Originally Posted by
Naphtali
Without going into too much personal detail, suffice to say that after dealing with extremely large numbers of the public in an extremely intimate setting, I've seen that the bottom 85% of the U.S. (however you want to define "bottom" - intellectually, morally, wisdom, etc.) is VERY depressingly mediocre. There's a culture of corruption / greed / laziness / entitlement that (excepting a handful of positive cultural changes like civil rights) taints the U.S. in virtually every way, rendering us vastly inferior to the culture of the 1950's / 1960's. People used to be proud to work at the factory. Now they prefer to sell drugs while on Medicaid. CEOs used to be proud for their company to make outstanding products. Now they make deliberate crap purely for profit (e.g. Glock / Sig), or intentionally run their companies into the ground, confident in their golden parachutes / government bail outs (e.g. Colt).

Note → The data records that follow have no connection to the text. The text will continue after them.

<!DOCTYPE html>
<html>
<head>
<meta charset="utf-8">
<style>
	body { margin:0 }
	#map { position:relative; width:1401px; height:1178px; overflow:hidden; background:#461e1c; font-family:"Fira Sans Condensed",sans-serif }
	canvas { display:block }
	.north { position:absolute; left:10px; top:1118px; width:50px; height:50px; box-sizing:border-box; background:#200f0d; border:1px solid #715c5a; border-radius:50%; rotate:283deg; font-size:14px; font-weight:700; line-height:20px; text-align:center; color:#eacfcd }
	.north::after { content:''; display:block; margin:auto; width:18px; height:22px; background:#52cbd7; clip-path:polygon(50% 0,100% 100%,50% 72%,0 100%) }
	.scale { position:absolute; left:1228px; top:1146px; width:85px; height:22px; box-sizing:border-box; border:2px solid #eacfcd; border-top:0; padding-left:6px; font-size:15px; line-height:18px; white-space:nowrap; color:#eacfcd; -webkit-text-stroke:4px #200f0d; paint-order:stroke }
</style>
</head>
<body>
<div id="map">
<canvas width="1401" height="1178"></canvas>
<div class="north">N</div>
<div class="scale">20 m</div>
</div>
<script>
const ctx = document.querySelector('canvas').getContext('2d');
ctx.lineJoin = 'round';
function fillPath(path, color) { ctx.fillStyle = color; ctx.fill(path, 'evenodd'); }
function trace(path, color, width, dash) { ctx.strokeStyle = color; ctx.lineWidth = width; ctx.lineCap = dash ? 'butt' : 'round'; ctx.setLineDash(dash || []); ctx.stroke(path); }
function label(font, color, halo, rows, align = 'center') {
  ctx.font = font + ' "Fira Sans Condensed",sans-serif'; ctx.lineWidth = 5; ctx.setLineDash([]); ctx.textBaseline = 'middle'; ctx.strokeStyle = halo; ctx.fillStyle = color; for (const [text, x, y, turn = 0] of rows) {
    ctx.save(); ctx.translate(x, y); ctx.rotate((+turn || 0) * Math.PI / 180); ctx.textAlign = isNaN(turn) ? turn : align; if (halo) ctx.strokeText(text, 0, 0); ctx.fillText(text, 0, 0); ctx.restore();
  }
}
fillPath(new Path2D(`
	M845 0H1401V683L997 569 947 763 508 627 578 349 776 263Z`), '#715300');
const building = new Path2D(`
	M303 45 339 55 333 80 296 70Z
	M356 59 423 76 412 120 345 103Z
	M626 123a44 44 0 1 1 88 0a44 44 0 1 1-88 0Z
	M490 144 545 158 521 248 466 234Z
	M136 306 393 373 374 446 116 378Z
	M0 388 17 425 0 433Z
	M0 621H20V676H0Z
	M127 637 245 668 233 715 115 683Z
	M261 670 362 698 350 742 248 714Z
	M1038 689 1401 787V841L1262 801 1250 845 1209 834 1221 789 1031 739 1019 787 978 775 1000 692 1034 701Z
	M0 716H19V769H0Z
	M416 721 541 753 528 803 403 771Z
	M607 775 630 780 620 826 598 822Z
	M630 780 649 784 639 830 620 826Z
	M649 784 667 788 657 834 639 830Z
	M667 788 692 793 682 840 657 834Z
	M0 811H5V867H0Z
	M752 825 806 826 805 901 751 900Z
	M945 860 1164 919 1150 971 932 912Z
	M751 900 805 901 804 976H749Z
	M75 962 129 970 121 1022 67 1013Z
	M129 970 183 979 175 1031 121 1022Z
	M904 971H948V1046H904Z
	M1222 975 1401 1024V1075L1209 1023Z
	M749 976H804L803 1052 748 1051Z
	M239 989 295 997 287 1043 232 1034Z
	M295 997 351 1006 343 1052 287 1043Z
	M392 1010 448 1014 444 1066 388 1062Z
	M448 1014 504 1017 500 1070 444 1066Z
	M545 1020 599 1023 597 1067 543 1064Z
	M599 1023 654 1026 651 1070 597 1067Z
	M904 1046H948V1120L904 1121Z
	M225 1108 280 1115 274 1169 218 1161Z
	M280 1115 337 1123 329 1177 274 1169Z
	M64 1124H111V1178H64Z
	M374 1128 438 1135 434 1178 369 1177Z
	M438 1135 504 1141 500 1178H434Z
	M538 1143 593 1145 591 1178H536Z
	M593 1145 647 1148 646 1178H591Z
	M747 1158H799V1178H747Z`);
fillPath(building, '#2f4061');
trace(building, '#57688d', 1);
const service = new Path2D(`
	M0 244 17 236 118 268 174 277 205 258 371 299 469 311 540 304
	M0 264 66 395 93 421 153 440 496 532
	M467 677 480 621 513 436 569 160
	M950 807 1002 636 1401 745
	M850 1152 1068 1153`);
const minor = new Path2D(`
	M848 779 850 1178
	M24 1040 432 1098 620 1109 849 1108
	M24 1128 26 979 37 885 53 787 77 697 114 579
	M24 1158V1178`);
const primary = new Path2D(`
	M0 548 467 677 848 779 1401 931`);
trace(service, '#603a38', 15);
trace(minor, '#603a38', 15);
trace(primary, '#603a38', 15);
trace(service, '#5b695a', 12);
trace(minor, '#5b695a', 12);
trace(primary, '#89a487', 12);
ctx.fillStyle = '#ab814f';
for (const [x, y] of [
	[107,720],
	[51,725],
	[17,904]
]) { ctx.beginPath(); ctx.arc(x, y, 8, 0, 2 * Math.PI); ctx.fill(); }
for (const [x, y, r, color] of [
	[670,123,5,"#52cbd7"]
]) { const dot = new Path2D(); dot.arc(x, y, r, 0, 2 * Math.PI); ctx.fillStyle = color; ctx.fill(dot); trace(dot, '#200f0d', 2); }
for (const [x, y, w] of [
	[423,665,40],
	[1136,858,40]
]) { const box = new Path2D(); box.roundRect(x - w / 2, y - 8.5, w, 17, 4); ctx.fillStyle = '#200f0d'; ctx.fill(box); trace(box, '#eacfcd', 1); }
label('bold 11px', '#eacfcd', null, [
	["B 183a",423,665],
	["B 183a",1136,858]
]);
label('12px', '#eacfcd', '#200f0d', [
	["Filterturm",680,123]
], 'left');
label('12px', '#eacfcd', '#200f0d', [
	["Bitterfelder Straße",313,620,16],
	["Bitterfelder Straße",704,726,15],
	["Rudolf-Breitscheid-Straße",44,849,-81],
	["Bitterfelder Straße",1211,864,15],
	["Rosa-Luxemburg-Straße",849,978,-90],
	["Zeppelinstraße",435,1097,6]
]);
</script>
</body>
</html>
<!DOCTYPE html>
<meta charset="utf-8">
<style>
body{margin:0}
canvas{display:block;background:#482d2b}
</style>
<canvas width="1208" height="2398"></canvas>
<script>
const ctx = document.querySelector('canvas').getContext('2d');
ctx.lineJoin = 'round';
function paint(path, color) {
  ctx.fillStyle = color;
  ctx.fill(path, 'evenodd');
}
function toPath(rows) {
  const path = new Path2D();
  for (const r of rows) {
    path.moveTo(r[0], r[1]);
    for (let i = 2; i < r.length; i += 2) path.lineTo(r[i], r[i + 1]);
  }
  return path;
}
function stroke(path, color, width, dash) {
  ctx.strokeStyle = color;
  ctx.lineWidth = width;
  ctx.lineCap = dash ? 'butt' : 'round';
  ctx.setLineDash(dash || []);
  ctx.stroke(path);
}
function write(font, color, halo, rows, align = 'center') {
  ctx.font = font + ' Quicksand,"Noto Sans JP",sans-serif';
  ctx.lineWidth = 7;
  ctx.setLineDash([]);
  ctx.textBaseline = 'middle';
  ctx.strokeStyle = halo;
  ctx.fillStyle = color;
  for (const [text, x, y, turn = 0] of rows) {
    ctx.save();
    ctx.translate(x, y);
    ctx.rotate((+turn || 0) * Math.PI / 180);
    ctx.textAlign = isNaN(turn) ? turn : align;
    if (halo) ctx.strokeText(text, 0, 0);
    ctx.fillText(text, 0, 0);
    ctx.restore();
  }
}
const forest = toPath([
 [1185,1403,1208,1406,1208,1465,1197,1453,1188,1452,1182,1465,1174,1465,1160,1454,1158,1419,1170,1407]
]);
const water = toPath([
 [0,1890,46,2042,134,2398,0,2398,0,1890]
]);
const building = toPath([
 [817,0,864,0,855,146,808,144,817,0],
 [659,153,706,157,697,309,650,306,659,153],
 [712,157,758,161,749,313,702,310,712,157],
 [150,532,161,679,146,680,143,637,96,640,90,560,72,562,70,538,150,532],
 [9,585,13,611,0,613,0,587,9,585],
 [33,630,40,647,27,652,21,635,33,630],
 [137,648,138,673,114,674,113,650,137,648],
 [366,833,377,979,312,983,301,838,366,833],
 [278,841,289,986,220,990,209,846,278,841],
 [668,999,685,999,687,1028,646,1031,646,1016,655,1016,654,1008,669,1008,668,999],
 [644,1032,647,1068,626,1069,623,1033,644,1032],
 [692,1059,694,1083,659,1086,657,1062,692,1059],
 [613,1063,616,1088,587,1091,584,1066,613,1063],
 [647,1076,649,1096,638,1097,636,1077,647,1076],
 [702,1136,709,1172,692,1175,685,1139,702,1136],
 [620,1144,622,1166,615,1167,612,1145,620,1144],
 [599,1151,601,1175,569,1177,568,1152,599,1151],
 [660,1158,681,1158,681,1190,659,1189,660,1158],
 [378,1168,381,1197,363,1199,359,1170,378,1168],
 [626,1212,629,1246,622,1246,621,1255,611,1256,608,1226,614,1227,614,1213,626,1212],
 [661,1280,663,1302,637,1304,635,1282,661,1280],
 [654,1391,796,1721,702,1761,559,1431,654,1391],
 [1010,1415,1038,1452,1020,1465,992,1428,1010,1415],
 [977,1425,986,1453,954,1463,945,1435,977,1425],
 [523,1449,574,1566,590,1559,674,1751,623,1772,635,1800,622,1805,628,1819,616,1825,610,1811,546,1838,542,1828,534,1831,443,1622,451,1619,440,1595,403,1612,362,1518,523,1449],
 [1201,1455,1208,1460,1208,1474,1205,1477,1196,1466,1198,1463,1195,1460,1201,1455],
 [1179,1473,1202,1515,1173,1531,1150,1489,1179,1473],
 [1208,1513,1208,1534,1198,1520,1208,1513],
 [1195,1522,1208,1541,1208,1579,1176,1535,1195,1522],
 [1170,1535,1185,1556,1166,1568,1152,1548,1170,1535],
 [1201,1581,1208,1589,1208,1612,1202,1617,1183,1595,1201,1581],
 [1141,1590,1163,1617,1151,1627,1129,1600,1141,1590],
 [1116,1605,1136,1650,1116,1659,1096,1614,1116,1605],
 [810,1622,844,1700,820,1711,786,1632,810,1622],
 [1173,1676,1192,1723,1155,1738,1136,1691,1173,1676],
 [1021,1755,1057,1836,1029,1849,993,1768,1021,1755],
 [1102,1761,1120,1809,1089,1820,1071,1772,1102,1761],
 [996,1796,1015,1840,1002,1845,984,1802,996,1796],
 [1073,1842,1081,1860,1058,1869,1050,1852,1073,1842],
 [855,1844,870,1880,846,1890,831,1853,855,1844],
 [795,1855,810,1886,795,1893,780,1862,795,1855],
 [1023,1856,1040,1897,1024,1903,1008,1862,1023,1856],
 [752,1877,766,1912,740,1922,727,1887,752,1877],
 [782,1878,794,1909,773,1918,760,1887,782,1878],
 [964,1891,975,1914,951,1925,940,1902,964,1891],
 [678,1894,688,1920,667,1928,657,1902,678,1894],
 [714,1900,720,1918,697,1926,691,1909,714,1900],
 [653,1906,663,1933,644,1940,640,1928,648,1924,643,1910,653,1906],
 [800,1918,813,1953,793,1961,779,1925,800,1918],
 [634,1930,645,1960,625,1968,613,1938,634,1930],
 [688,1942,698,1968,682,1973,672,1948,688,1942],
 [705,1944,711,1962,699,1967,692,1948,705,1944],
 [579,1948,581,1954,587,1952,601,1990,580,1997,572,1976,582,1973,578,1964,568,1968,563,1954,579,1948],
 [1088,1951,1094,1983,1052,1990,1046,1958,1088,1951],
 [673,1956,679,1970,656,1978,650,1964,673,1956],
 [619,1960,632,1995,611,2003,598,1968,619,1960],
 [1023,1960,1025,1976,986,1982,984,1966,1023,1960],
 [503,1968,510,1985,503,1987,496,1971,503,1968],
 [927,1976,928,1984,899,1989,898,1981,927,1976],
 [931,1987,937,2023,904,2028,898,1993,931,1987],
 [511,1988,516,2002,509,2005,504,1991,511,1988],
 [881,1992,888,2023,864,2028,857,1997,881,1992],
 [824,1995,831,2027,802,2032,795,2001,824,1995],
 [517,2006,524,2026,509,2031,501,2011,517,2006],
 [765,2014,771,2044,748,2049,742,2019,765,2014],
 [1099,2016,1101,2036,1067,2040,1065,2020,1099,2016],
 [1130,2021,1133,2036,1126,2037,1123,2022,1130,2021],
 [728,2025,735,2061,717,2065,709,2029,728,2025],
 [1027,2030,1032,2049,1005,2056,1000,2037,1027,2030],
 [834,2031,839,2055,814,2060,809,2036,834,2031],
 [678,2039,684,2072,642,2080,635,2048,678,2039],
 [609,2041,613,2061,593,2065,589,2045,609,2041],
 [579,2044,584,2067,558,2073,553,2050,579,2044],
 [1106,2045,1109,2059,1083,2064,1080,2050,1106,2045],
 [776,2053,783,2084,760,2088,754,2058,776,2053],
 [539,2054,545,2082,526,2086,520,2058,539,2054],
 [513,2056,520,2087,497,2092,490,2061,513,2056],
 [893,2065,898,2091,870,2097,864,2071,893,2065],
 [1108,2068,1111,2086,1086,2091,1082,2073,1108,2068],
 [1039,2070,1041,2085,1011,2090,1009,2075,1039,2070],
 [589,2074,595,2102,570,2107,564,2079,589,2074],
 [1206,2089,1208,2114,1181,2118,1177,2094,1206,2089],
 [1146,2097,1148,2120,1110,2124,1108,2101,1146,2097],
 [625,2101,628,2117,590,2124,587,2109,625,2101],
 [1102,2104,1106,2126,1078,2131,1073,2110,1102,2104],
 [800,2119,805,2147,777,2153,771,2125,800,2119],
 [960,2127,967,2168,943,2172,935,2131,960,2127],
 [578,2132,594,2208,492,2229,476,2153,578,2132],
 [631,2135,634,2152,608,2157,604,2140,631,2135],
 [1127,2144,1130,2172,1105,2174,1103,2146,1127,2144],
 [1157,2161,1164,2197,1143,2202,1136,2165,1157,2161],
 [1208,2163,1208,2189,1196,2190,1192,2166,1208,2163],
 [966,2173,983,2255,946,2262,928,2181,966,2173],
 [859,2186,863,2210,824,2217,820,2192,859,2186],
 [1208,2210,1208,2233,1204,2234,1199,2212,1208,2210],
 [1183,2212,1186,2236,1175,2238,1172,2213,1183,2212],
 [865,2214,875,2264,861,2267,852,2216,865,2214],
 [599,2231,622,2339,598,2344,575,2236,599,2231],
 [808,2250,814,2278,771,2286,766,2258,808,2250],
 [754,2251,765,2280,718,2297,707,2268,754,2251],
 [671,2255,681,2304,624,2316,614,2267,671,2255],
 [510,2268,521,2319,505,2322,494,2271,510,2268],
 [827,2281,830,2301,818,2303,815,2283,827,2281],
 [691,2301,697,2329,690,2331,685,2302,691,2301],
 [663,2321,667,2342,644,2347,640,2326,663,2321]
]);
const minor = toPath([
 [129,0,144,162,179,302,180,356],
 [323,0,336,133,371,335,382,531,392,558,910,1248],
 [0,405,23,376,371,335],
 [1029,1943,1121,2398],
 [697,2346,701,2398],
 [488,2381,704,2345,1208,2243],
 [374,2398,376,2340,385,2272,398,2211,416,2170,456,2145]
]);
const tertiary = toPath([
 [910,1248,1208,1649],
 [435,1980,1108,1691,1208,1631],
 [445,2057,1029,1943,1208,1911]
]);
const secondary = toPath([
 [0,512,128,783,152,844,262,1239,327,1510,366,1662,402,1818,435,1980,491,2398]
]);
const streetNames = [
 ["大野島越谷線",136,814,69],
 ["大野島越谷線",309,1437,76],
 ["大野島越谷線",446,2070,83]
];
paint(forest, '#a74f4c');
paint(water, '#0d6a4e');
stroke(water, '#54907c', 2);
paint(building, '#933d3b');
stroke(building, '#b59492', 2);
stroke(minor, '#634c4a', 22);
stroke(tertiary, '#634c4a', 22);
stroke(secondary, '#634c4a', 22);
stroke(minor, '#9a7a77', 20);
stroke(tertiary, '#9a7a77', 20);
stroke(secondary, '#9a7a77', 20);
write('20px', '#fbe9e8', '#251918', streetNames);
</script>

It's a cultural thing. The Germans / Swiss / Austrians just have a cultural pride in the idea that, whatever your job is, you should be the very best at it that you can. No matter whether you're an engineer or a janitor. Our culture has degenerated tremendously relative to theirs over the past 50 years - see our abysmal public education system - and imagine the unavoidable consequences when those tens of millions of kids become the working class. Obviously there are exceptions, but that's the top 15% that can't begin to erase the other 85%.
It's 99% cultural. Morally bankrupt and very deliberate past and ongoing choices. The U.S. overwhelmingly simply refuses to be better - it's not that it can't be. Ron Cohen isn't unaware that he wrecked Sig's quality. And Glock is lying when they feign ignorance of BTF. Both are fixable situations that aren't going to get fixed.